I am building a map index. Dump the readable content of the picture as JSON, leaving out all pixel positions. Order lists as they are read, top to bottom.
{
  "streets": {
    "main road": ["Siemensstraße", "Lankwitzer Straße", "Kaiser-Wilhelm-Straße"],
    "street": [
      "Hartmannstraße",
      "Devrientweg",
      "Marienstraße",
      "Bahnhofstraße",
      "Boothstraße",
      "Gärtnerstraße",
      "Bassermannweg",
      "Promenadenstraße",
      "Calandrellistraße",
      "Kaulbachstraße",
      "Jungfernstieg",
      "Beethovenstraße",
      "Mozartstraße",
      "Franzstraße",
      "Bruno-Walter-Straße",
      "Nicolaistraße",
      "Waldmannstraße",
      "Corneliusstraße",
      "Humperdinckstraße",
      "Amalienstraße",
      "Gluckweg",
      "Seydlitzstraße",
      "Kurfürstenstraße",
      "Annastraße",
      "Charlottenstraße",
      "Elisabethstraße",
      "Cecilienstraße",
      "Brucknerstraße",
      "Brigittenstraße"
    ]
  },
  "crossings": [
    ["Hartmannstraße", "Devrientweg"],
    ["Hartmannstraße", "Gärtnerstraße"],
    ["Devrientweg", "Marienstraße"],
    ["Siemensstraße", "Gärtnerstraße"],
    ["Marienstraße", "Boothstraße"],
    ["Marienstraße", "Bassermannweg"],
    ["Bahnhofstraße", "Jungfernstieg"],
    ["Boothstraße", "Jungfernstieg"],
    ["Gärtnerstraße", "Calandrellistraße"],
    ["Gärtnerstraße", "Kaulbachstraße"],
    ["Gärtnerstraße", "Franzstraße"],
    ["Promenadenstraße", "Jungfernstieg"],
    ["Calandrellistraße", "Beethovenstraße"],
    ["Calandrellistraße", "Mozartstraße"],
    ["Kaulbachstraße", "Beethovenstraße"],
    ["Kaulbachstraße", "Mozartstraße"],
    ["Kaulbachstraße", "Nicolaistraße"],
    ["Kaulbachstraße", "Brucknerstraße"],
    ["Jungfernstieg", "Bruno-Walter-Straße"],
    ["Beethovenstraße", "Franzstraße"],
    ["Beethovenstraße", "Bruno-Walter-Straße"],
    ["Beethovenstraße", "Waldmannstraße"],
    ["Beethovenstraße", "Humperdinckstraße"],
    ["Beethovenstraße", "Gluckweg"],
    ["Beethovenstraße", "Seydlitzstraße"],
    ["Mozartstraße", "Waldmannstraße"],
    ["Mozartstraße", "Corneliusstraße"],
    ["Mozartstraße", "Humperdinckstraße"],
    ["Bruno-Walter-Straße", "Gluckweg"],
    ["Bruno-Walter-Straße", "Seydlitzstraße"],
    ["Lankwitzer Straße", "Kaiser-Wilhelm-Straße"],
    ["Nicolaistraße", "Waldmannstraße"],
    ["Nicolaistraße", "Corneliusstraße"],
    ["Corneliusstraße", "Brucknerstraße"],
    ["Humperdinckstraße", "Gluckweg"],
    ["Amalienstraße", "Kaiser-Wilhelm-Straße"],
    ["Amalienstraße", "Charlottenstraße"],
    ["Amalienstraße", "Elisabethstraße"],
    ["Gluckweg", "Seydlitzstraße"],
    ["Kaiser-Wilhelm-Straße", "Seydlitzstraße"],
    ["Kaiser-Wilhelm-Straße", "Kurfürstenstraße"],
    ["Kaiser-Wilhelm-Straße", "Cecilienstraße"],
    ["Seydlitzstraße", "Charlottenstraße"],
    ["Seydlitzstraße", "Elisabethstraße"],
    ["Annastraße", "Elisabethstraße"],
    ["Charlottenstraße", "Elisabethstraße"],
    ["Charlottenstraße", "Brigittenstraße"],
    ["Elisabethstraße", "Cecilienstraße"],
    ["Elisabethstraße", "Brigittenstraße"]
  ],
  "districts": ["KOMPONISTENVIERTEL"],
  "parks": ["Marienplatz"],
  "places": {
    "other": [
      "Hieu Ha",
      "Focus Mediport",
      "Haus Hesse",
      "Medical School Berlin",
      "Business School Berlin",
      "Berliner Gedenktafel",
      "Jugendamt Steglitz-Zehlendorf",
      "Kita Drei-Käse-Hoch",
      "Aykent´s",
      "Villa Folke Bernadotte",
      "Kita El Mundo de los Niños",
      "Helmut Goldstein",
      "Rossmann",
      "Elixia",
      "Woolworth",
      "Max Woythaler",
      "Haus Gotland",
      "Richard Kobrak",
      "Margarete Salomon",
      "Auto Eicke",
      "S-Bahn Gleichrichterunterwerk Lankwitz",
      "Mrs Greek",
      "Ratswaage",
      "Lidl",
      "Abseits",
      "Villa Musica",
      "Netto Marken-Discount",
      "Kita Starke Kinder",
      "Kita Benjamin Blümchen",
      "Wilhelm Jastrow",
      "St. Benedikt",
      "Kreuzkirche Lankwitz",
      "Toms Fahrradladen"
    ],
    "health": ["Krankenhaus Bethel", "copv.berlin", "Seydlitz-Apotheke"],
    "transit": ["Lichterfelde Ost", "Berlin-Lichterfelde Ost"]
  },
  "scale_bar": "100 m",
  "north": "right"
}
§
§ Instructions to follow
Every line of the data above should be copied exactly.

§ Response
I am building a map index. Dump the readable content of the picture as JSON, leaving out all pixel positions. Order lists as they are read, top to bottom.
{
  "streets": {
    "main road": ["Siemensstraße", "Lankwitzer Straße", "Kaiser-Wilhelm-Straße"],
    "street": [
      "Hartmannstraße",
      "Devrientweg",
      "Marienstraße",
      "Bahnhofstraße",
      "Boothstraße",
      "Gärtnerstraße",
      "Bassermannweg",
      "Promenadenstraße",
      "Calandrellistraße",
      "Kaulbachstraße",
      "Jungfernstieg",
      "Beethovenstraße",
      "Mozartstraße",
      "Franzstraße",
      "Bruno-Walter-Straße",
      "Nicolaistraße",
      "Waldmannstraße",
      "Corneliusstraße",
      "Humperdinckstraße",
      "Amalienstraße",
      "Gluckweg",
      "Seydlitzstraße",
      "Kurfürstenstraße",
      "Annastraße",
      "Charlottenstraße",
      "Elisabethstraße",
      "Cecilienstraße",
      "Brucknerstraße",
      "Brigittenstraße"
    ]
  },
  "crossings": [
    ["Hartmannstraße", "Devrientweg"],
    ["Hartmannstraße", "Gärtnerstraße"],
    ["Devrientweg", "Marienstraße"],
    ["Siemensstraße", "Gärtnerstraße"],
    ["Marienstraße", "Boothstraße"],
    ["Marienstraße", "Bassermannweg"],
    ["Bahnhofstraße", "Jungfernstieg"],
    ["Boothstraße", "Jungfernstieg"],
    ["Gärtnerstraße", "Calandrellistraße"],
    ["Gärtnerstraße", "Kaulbachstraße"],
    ["Gärtnerstraße", "Franzstraße"],
    ["Promenadenstraße", "Jungfernstieg"],
    ["Calandrellistraße", "Beethovenstraße"],
    ["Calandrellistraße", "Mozartstraße"],
    ["Kaulbachstraße", "Beethovenstraße"],
    ["Kaulbachstraße", "Mozartstraße"],
    ["Kaulbachstraße", "Nicolaistraße"],
    ["Kaulbachstraße", "Brucknerstraße"],
    ["Jungfernstieg", "Bruno-Walter-Straße"],
    ["Beethovenstraße", "Franzstraße"],
    ["Beethovenstraße", "Bruno-Walter-Straße"],
    ["Beethovenstraße", "Waldmannstraße"],
    ["Beethovenstraße", "Humperdinckstraße"],
    ["Beethovenstraße", "Gluckweg"],
    ["Beethovenstraße", "Seydlitzstraße"],
    ["Mozartstraße", "Waldmannstraße"],
    ["Mozartstraße", "Corneliusstraße"],
    ["Mozartstraße", "Humperdinckstraße"],
    ["Bruno-Walter-Straße", "Gluckweg"],
    ["Bruno-Walter-Straße", "Seydlitzstraße"],
    ["Lankwitzer Straße", "Kaiser-Wilhelm-Straße"],
    ["Nicolaistraße", "Waldmannstraße"],
    ["Nicolaistraße", "Corneliusstraße"],
    ["Corneliusstraße", "Brucknerstraße"],
    ["Humperdinckstraße", "Gluckweg"],
    ["Amalienstraße", "Kaiser-Wilhelm-Straße"],
    ["Amalienstraße", "Charlottenstraße"],
    ["Amalienstraße", "Elisabethstraße"],
    ["Gluckweg", "Seydlitzstraße"],
    ["Kaiser-Wilhelm-Straße", "Seydlitzstraße"],
    ["Kaiser-Wilhelm-Straße", "Kurfürstenstraße"],
    ["Kaiser-Wilhelm-Straße", "Cecilienstraße"],
    ["Seydlitzstraße", "Charlottenstraße"],
    ["Seydlitzstraße", "Elisabethstraße"],
    ["Annastraße", "Elisabethstraße"],
    ["Charlottenstraße", "Elisabethstraße"],
    ["Charlottenstraße", "Brigittenstraße"],
    ["Elisabethstraße", "Cecilienstraße"],
    ["Elisabethstraße", "Brigittenstraße"]
  ],
  "districts": ["KOMPONISTENVIERTEL"],
  "parks": ["Marienplatz"],
  "places": {
    "other": [
      "Hieu Ha",
      "Focus Mediport",
      "Haus Hesse",
      "Medical School Berlin",
      "Business School Berlin",
      "Berliner Gedenktafel",
      "Jugendamt Steglitz-Zehlendorf",
      "Kita Drei-Käse-Hoch",
      "Aykent´s",
      "Villa Folke Bernadotte",
      "Kita El Mundo de los Niños",
      "Helmut Goldstein",
      "Rossmann",
      "Elixia",
      "Woolworth",
      "Max Woythaler",
      "Haus Gotland",
      "Richard Kobrak",
      "Margarete Salomon",
      "Auto Eicke",
      "S-Bahn Gleichrichterunterwerk Lankwitz",
      "Mrs Greek",
      "Ratswaage",
      "Lidl",
      "Abseits",
      "Villa Musica",
      "Netto Marken-Discount",
      "Kita Starke Kinder",
      "Kita Benjamin Blümchen",
      "Wilhelm Jastrow",
      "St. Benedikt",
      "Kreuzkirche Lankwitz",
      "Toms Fahrradladen"
    ],
    "health": ["Krankenhaus Bethel", "copv.berlin", "Seydlitz-Apotheke"],
    "transit": ["Lichterfelde Ost", "Berlin-Lichterfelde Ost"]
  },
  "scale_bar": "100 m",
  "north": "right"
}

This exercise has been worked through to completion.